Although governance and security are often treated as separate concerns, Crume notes that they are increasingly intertwined.

“I think about this as a Venn diagram,” he explains. “You’ve got a governance circle and an AI security circle, and they overlap. You can’t do either in isolation.”

In healthcare, governance often falls under the chief risk officer, focusing on fairness, bias and compliance, while security is overseen by the CISO, concerned with resilience against attack.

Both groups care about reliability and privacy, and both need to collaborate to ensure patient data remains protected.

“There is no privacy without security,” Crume says. “If your system is not secure, you can’t ensure the data is only going to the right people.”

READ MORE: Why is governance key to securing AI?

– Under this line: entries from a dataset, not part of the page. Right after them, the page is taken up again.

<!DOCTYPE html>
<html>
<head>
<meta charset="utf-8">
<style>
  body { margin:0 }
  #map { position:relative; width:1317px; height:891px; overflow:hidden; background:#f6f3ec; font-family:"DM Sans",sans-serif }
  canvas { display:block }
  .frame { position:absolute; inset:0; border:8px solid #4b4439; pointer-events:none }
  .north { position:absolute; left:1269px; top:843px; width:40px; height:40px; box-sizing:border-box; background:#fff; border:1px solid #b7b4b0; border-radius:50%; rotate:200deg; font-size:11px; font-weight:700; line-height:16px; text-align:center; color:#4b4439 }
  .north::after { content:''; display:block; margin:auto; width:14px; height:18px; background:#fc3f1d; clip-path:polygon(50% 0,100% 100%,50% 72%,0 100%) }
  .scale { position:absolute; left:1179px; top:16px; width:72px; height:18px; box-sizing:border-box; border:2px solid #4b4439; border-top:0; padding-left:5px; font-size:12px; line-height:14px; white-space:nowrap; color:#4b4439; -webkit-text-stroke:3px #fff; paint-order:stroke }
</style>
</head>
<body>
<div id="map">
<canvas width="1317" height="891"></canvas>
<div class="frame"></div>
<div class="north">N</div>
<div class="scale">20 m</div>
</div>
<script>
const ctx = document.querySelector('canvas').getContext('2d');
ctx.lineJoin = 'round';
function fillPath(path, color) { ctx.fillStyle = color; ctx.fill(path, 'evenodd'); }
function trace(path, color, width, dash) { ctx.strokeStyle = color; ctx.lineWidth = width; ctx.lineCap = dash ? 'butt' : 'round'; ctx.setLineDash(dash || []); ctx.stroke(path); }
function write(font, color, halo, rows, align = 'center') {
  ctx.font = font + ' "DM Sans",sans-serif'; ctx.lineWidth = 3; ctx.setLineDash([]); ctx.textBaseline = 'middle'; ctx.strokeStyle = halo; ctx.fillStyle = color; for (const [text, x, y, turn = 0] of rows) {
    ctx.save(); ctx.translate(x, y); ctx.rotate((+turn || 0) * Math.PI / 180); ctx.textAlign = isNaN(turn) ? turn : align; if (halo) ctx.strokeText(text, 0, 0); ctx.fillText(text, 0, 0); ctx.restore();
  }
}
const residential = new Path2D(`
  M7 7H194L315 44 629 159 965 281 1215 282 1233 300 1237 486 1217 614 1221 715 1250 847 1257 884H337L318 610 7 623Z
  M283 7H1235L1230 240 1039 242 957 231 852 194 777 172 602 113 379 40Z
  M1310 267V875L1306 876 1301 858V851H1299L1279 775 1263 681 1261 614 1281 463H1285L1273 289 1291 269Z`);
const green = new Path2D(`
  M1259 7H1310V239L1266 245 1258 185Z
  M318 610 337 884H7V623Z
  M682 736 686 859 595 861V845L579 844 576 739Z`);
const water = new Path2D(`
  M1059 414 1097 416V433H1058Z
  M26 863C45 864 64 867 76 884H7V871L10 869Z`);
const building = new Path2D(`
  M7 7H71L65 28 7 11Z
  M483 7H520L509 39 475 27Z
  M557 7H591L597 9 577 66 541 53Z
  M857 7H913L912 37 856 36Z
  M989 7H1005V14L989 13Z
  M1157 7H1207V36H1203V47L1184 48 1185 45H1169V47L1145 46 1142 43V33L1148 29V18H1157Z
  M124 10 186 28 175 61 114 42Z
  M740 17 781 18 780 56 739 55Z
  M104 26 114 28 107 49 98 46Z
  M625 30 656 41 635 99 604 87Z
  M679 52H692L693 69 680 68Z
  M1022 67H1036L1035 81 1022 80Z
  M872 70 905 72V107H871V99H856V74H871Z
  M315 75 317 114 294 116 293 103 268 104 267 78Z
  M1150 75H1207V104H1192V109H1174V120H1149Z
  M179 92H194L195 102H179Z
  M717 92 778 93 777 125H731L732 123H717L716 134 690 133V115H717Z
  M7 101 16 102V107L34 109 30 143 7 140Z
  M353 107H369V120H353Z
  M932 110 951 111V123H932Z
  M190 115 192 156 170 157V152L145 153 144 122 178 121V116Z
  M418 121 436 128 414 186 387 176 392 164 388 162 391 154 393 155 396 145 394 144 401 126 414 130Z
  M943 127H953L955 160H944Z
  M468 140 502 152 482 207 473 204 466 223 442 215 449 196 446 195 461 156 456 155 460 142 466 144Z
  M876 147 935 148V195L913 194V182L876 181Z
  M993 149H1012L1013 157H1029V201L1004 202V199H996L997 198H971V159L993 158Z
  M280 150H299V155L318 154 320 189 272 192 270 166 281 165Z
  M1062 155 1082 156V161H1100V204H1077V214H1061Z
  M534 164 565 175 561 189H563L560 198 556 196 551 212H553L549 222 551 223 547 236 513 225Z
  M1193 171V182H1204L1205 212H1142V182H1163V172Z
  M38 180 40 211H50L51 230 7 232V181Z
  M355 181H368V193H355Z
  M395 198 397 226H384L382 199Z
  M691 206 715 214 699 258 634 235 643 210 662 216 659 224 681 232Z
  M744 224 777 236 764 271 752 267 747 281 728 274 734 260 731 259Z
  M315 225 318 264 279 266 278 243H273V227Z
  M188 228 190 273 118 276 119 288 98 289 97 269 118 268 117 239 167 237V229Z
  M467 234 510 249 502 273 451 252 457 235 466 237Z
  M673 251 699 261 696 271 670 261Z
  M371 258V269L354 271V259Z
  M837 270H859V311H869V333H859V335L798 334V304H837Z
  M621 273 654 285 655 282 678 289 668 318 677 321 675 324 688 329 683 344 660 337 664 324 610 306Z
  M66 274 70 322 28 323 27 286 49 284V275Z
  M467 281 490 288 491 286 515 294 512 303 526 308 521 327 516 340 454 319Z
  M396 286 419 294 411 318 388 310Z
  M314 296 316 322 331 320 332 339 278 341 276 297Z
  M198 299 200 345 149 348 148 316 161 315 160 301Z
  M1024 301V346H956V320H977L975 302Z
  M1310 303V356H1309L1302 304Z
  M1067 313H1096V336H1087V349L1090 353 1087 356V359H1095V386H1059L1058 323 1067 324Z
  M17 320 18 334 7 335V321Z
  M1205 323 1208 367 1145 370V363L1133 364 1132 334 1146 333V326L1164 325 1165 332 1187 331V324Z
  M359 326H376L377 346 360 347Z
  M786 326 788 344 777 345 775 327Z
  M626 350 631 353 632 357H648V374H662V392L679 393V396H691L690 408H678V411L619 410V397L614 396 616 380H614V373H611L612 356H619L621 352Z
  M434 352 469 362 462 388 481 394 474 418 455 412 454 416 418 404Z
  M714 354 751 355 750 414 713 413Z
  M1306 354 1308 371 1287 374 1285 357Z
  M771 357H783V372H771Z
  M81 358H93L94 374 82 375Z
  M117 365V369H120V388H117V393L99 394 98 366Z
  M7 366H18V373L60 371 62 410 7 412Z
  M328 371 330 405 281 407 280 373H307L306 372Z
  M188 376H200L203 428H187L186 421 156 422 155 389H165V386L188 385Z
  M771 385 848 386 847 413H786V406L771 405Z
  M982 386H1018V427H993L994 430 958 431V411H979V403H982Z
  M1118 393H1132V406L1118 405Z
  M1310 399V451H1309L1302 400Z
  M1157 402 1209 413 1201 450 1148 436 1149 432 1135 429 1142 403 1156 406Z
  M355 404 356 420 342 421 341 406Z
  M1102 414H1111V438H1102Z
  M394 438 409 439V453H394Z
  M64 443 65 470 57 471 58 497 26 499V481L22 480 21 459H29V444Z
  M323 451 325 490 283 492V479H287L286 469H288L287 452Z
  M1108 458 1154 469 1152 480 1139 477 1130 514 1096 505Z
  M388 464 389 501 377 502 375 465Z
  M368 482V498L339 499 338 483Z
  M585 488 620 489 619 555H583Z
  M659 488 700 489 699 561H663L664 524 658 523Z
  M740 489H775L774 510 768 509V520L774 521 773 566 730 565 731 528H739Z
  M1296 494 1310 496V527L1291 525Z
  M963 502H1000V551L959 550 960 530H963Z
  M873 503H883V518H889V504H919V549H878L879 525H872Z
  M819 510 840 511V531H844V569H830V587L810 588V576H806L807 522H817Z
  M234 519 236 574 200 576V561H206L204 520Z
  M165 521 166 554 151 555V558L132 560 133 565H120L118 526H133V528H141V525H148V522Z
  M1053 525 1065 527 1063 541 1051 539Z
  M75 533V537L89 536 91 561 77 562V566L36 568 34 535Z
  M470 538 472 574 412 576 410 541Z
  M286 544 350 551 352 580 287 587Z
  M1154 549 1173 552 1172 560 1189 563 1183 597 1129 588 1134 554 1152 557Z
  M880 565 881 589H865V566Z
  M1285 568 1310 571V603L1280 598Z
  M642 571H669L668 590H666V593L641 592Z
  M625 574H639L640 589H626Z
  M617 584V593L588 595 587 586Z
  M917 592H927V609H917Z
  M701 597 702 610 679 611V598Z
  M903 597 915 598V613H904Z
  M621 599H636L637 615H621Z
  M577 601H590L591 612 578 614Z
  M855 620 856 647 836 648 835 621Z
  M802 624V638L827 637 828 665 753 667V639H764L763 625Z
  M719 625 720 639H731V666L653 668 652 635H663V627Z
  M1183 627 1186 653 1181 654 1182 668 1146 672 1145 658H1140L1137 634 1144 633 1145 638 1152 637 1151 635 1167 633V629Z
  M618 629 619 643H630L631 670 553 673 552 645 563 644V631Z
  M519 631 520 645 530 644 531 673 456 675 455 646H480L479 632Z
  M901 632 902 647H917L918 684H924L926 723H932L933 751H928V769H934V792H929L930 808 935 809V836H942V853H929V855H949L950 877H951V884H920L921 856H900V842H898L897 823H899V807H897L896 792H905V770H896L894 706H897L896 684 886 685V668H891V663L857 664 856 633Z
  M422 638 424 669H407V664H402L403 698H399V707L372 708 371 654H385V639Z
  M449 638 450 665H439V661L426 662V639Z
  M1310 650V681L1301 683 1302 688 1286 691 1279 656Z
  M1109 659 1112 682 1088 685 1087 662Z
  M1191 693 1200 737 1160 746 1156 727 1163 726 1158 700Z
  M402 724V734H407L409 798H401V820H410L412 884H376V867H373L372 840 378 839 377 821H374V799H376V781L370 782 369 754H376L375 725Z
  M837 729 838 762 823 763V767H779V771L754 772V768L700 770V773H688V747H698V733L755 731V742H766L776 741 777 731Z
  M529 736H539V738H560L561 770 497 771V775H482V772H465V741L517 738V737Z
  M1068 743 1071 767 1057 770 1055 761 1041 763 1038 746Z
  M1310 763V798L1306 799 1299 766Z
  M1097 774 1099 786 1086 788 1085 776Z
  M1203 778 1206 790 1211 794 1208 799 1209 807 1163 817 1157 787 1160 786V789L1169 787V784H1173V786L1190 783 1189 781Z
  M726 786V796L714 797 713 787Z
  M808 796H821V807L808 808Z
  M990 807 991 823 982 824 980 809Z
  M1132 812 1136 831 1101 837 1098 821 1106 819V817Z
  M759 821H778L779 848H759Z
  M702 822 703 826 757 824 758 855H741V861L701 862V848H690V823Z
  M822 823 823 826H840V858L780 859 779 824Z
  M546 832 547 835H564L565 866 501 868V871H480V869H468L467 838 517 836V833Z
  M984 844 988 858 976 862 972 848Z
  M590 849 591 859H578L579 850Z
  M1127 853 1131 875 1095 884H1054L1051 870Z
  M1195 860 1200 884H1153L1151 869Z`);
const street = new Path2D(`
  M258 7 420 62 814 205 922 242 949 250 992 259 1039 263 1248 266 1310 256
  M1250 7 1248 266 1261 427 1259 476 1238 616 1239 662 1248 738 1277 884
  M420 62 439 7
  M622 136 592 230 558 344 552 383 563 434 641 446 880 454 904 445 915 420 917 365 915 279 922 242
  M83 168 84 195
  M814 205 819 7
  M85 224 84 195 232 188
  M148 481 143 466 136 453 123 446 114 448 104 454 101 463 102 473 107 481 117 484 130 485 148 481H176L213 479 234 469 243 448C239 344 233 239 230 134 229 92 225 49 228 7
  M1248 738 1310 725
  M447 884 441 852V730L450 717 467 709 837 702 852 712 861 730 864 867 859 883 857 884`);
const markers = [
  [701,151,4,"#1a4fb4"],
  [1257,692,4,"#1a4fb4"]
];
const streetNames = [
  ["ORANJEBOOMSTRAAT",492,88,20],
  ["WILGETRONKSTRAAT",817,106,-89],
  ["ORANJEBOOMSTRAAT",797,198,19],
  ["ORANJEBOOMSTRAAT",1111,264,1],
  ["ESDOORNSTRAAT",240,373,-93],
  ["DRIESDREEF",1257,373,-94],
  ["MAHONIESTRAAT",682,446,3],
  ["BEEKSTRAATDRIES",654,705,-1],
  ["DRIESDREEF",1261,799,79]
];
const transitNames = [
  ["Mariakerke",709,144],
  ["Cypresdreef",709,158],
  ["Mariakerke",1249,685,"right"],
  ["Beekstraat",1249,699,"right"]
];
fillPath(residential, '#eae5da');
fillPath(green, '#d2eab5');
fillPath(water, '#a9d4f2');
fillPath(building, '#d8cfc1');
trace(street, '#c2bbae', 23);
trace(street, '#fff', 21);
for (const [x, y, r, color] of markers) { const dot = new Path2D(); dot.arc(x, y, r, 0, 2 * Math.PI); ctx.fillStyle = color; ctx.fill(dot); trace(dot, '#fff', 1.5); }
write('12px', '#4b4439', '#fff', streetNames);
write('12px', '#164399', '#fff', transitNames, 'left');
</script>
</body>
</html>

Building Trust for the Future

Generative AI and AI agents are raising the stakes further. Unlike traditional models, AI agents can operate autonomously, carrying out complex tasks on their own. This power comes with risks.

“Agents are an area that offer us tremendous promise and tremendous risk at the same time,” Crume says. “When they’re exploited, they become great risk amplifiers. What would take a person a day to do, an AI agent can do in a matter of minutes.”

He says that means if it’s doing the wrong thing, it will do the wrong thing fast.

For healthcare organizations, the road to secure AI adoption requires vigilance across data, models and workflows.

Governance and security must work hand in hand, while stakeholders across IT, security and risk management share responsibility for protecting patients.

“We’re all still learning this as we’re doing it, and learning a lot of lessons, sometimes the hard way,” Crume says. “If we get the right tools in place, AI can make healthcare workers’ lives easier, more efficient and more secure.”